(Saved data entries)
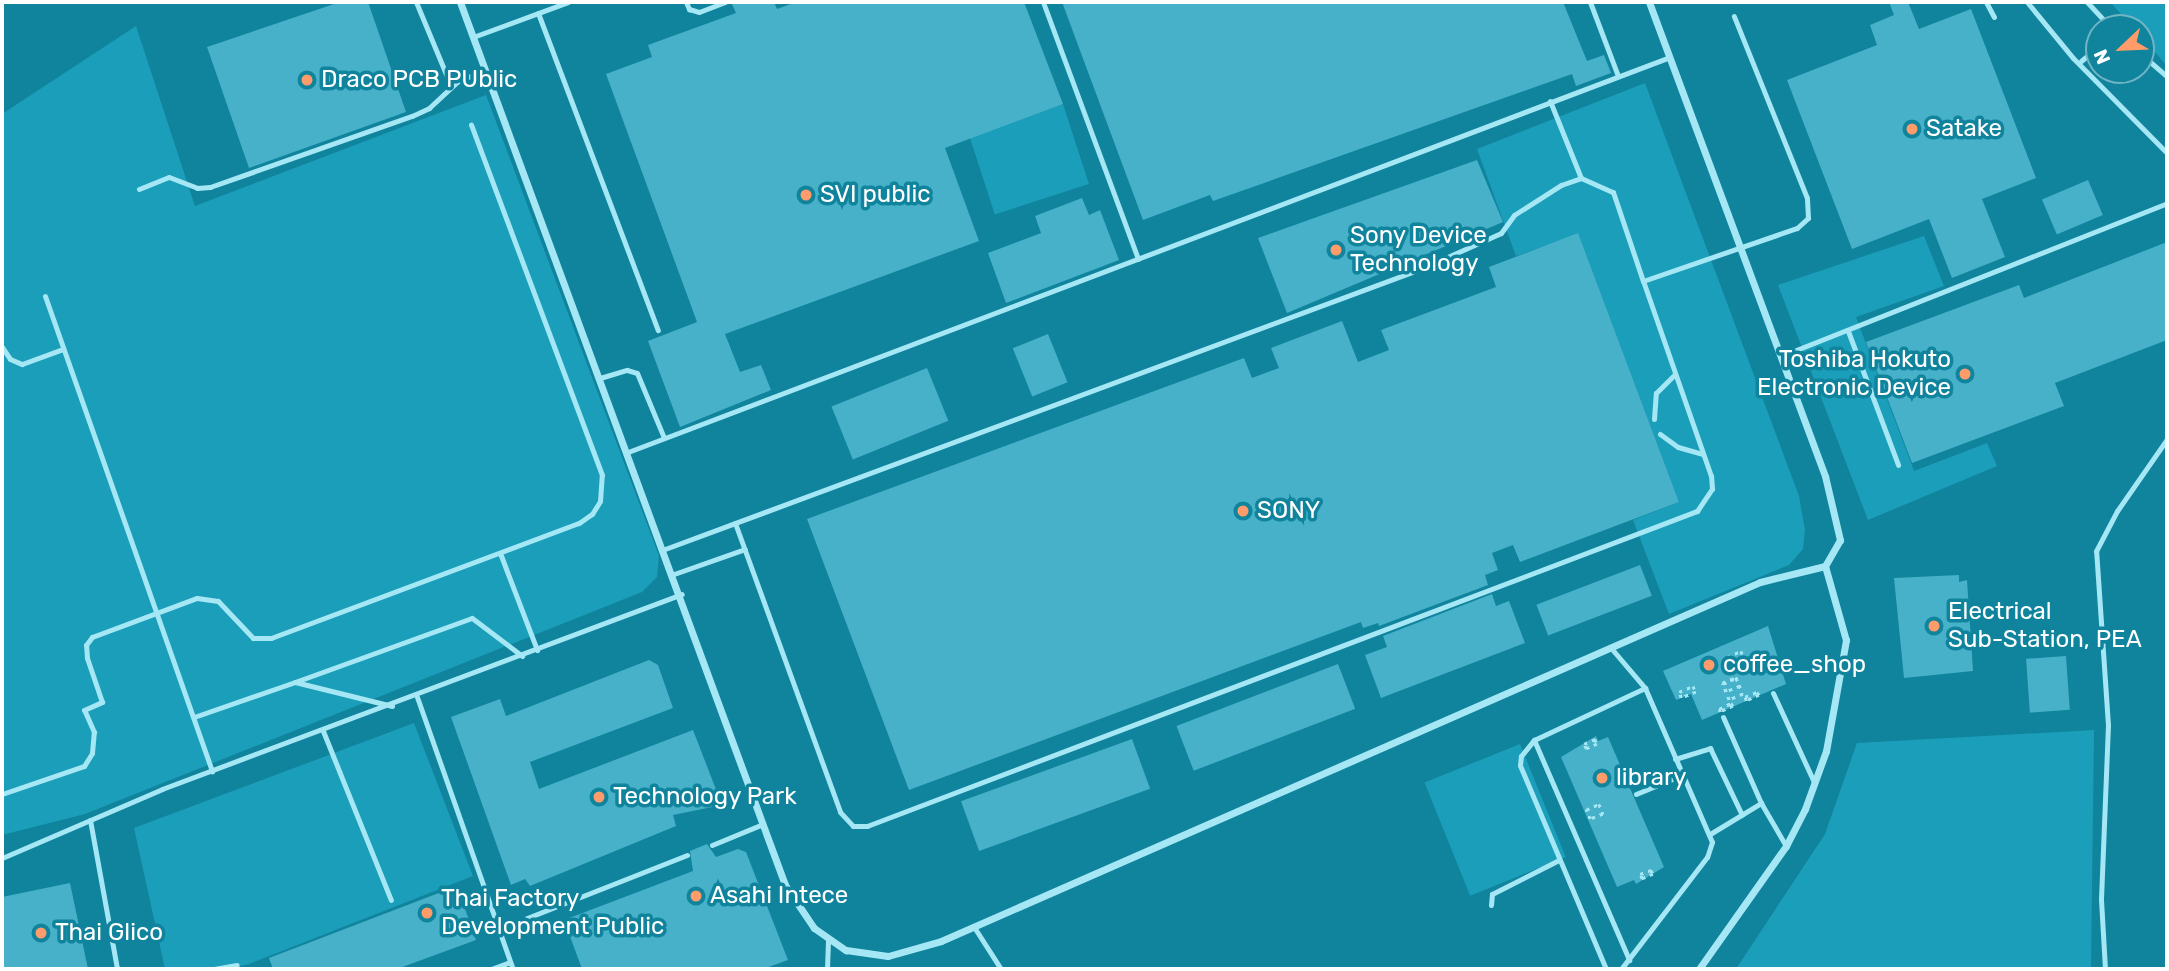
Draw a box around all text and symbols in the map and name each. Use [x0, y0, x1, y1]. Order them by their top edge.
north arrow [2085, 14, 2155, 84]
text: N [2089, 46, 2115, 67]
place label: Draco PCB PUblic [321, 66, 517, 94]
marker: Draco PCB PUblic [299, 72, 315, 88]
place label: Satake [1926, 115, 2002, 143]
marker: Satake [1904, 121, 1920, 137]
place label: SVI public [820, 181, 930, 209]
marker: SVI public [798, 187, 814, 203]
place label: Sony Device Technology [1350, 222, 1487, 278]
marker: Sony Device Technology [1328, 242, 1344, 258]
place label: Toshiba Hokuto Electronic Device [1757, 346, 1951, 402]
marker: Toshiba Hokuto Electronic Device [1957, 366, 1973, 382]
place label: SONY [1257, 497, 1320, 525]
marker: SONY [1235, 503, 1251, 519]
place label: Electrical Sub-Station, PEA [1948, 598, 2142, 654]
marker: Electrical Sub-Station, PEA [1926, 618, 1942, 634]
place label: coffee_shop [1723, 651, 1866, 679]
marker: coffee_shop [1701, 657, 1717, 673]
place label: library [1616, 764, 1686, 792]
marker: library [1594, 770, 1610, 786]
place label: Technology Park [613, 783, 797, 811]
marker: Technology Park [591, 789, 607, 805]
place label: Asahi Intece [710, 882, 848, 910]
place label: Thai Factory Development Public [441, 885, 664, 941]
marker: Asahi Intece [688, 888, 704, 904]
marker: Thai Factory Development Public [419, 905, 435, 921]
place label: Thai Glico [55, 919, 163, 947]
marker: Thai Glico [33, 925, 49, 941]

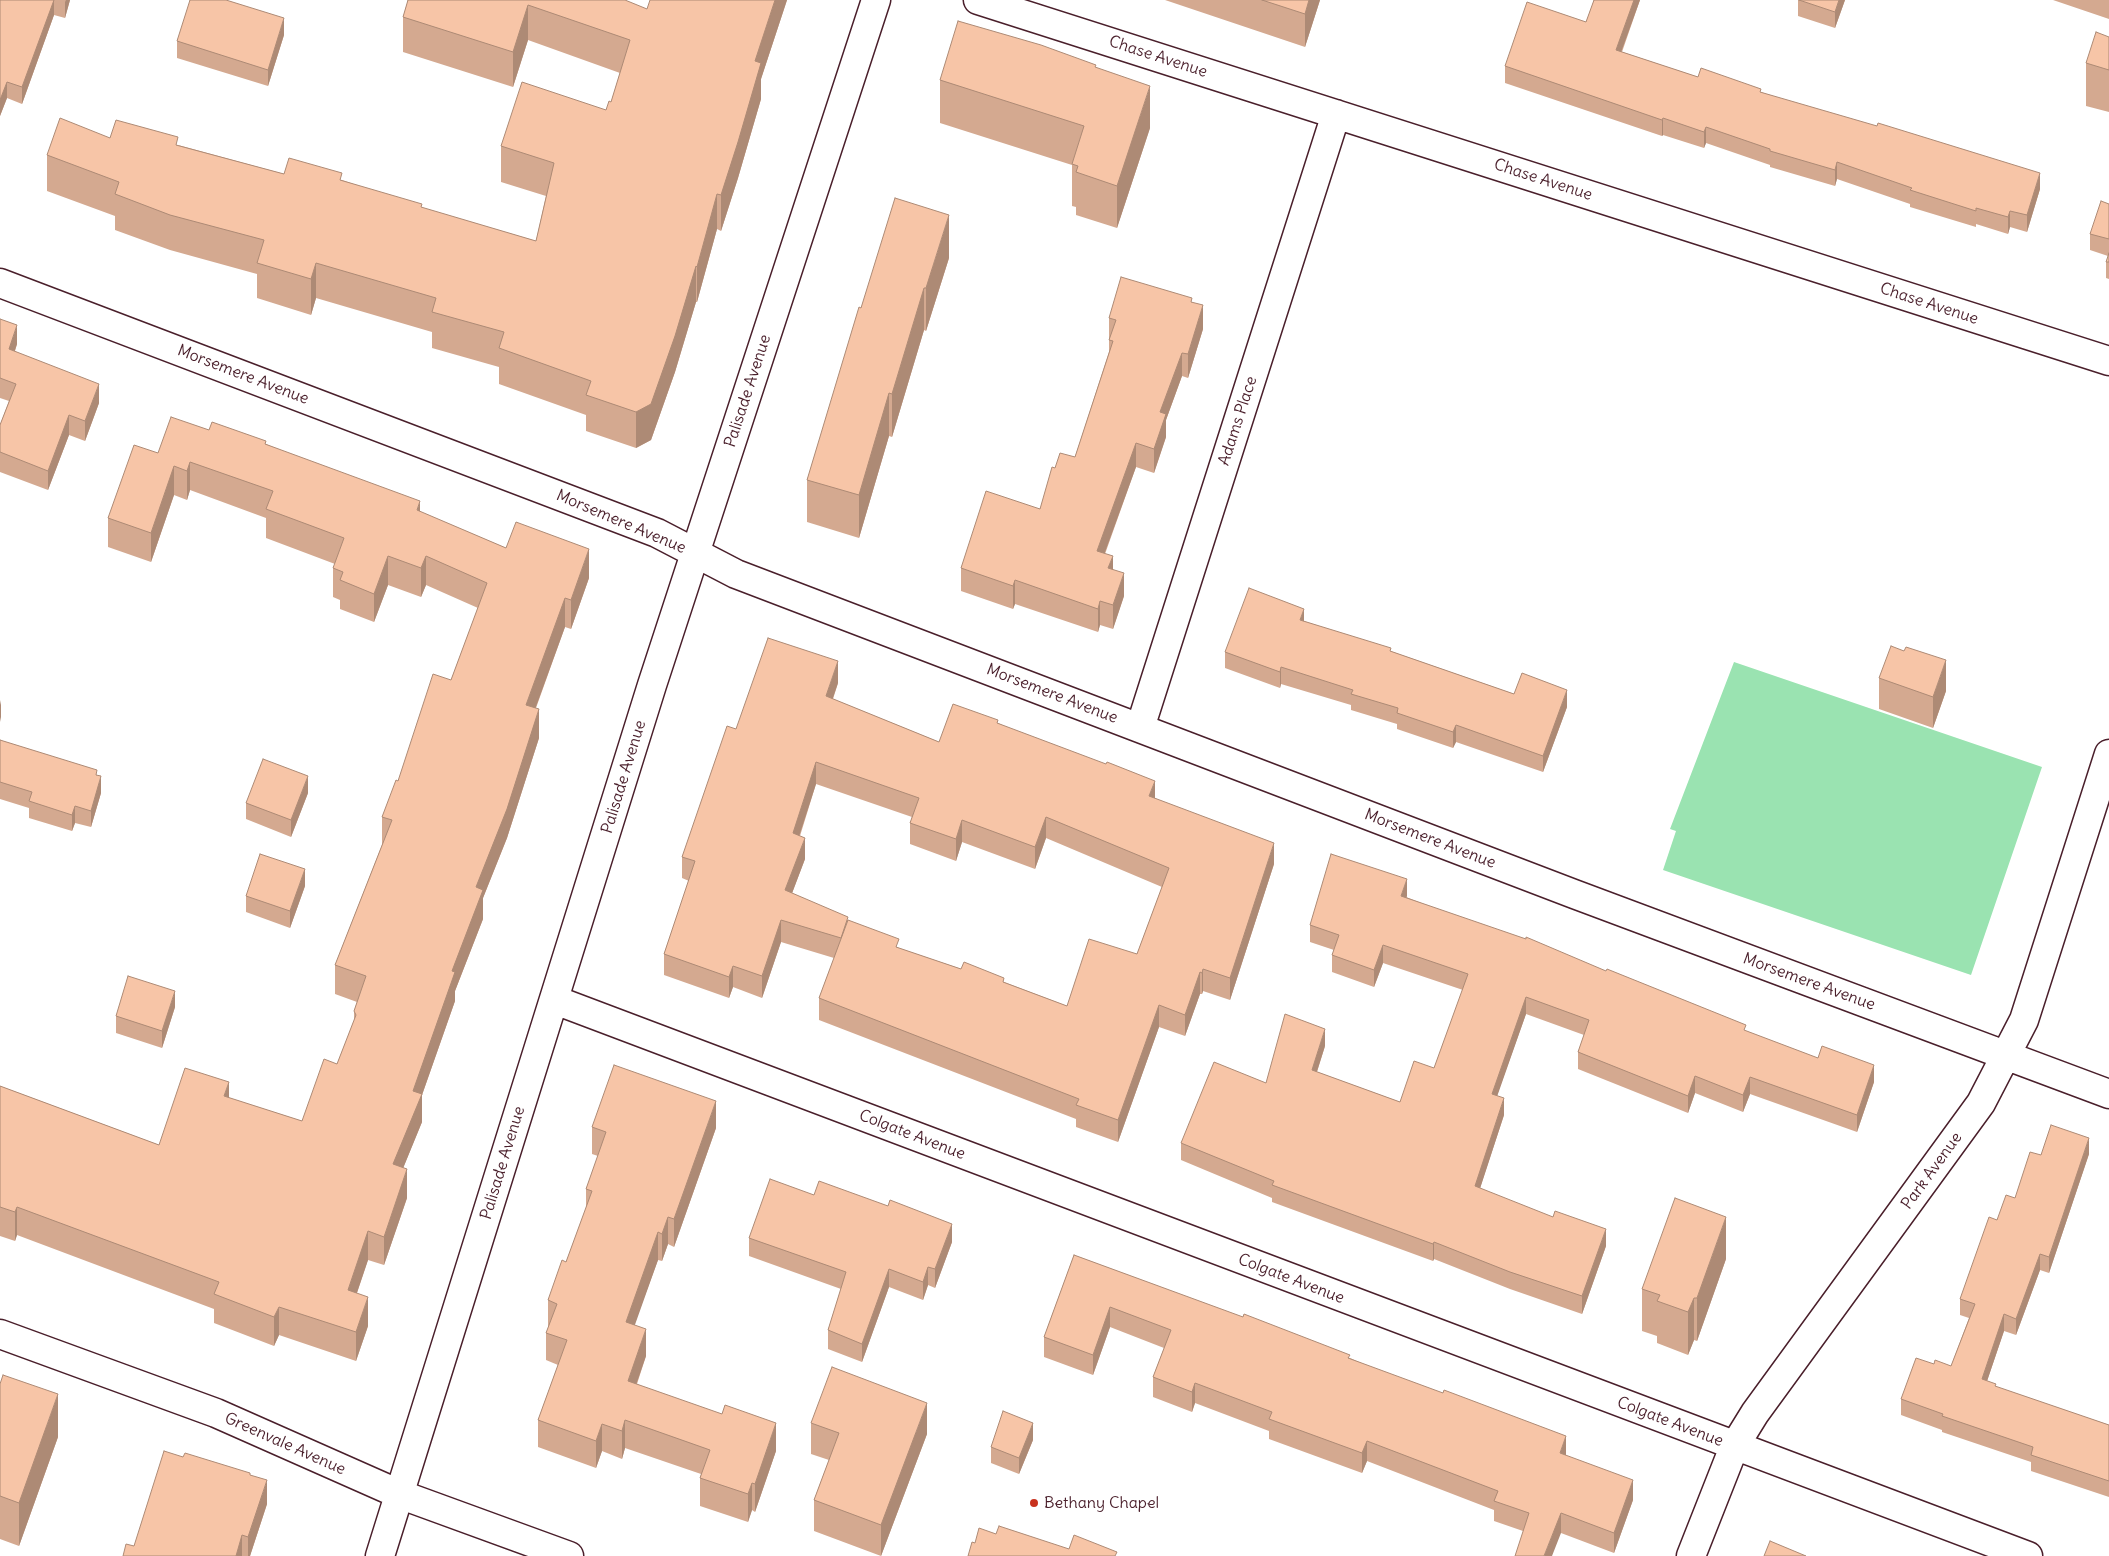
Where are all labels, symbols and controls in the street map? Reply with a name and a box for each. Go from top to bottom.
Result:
street label: Chase Avenue [1106,32,1210,82]
street label: Chase Avenue [1491,155,1595,205]
street label: Chase Avenue [1877,279,1981,329]
street label: Palisade Avenue [721,332,775,450]
street label: Morsemere Avenue [175,341,311,409]
street label: Adams Place [1215,374,1261,468]
street label: Morsemere Avenue [553,486,689,558]
street label: Morsemere Avenue [984,660,1120,728]
street label: Palisade Avenue [598,718,650,836]
street label: Morsemere Avenue [1362,805,1498,873]
street label: Morsemere Avenue [1740,949,1878,1015]
street label: Palisade Avenue [477,1104,529,1222]
street label: Colgate Avenue [856,1106,968,1164]
street label: Park Avenue [1898,1129,1966,1213]
street label: Colgate Avenue [1235,1250,1347,1308]
street label: Colgate Avenue [1614,1393,1726,1451]
street label: Greenvale Avenue [222,1409,348,1479]
place label: Bethany Chapel [1044,1493,1159,1513]
marker: Bethany Chapel [1028,1497,1040,1509]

### ASSIGNMENT:
The output must match the records word for word, except that no pictures appear.

### REPLY:
Draw a box around all text and symbols in the map and name each. Use [x0, y0, x1, y1]. Order them by their top edge.
north arrow [2085, 14, 2155, 84]
text: N [2089, 46, 2115, 67]
place label: Draco PCB PUblic [321, 66, 517, 94]
marker: Draco PCB PUblic [299, 72, 315, 88]
place label: Satake [1926, 115, 2002, 143]
marker: Satake [1904, 121, 1920, 137]
place label: SVI public [820, 181, 930, 209]
marker: SVI public [798, 187, 814, 203]
place label: Sony Device Technology [1350, 222, 1487, 278]
marker: Sony Device Technology [1328, 242, 1344, 258]
place label: Toshiba Hokuto Electronic Device [1757, 346, 1951, 402]
marker: Toshiba Hokuto Electronic Device [1957, 366, 1973, 382]
place label: SONY [1257, 497, 1320, 525]
marker: SONY [1235, 503, 1251, 519]
place label: Electrical Sub-Station, PEA [1948, 598, 2142, 654]
marker: Electrical Sub-Station, PEA [1926, 618, 1942, 634]
place label: coffee_shop [1723, 651, 1866, 679]
marker: coffee_shop [1701, 657, 1717, 673]
place label: library [1616, 764, 1686, 792]
marker: library [1594, 770, 1610, 786]
place label: Technology Park [613, 783, 797, 811]
marker: Technology Park [591, 789, 607, 805]
place label: Asahi Intece [710, 882, 848, 910]
place label: Thai Factory Development Public [441, 885, 664, 941]
marker: Asahi Intece [688, 888, 704, 904]
marker: Thai Factory Development Public [419, 905, 435, 921]
place label: Thai Glico [55, 919, 163, 947]
marker: Thai Glico [33, 925, 49, 941]

Where are all labels, symbols and controls in the street map? Reply with a name and a box for each. Go from top to bottom.
Result:
street label: Chase Avenue [1106,32,1210,82]
street label: Chase Avenue [1491,155,1595,205]
street label: Chase Avenue [1877,279,1981,329]
street label: Palisade Avenue [721,332,775,450]
street label: Morsemere Avenue [175,341,311,409]
street label: Adams Place [1215,374,1261,468]
street label: Morsemere Avenue [553,486,689,558]
street label: Morsemere Avenue [984,660,1120,728]
street label: Palisade Avenue [598,718,650,836]
street label: Morsemere Avenue [1362,805,1498,873]
street label: Morsemere Avenue [1740,949,1878,1015]
street label: Palisade Avenue [477,1104,529,1222]
street label: Colgate Avenue [856,1106,968,1164]
street label: Park Avenue [1898,1129,1966,1213]
street label: Colgate Avenue [1235,1250,1347,1308]
street label: Colgate Avenue [1614,1393,1726,1451]
street label: Greenvale Avenue [222,1409,348,1479]
place label: Bethany Chapel [1044,1493,1159,1513]
marker: Bethany Chapel [1028,1497,1040,1509]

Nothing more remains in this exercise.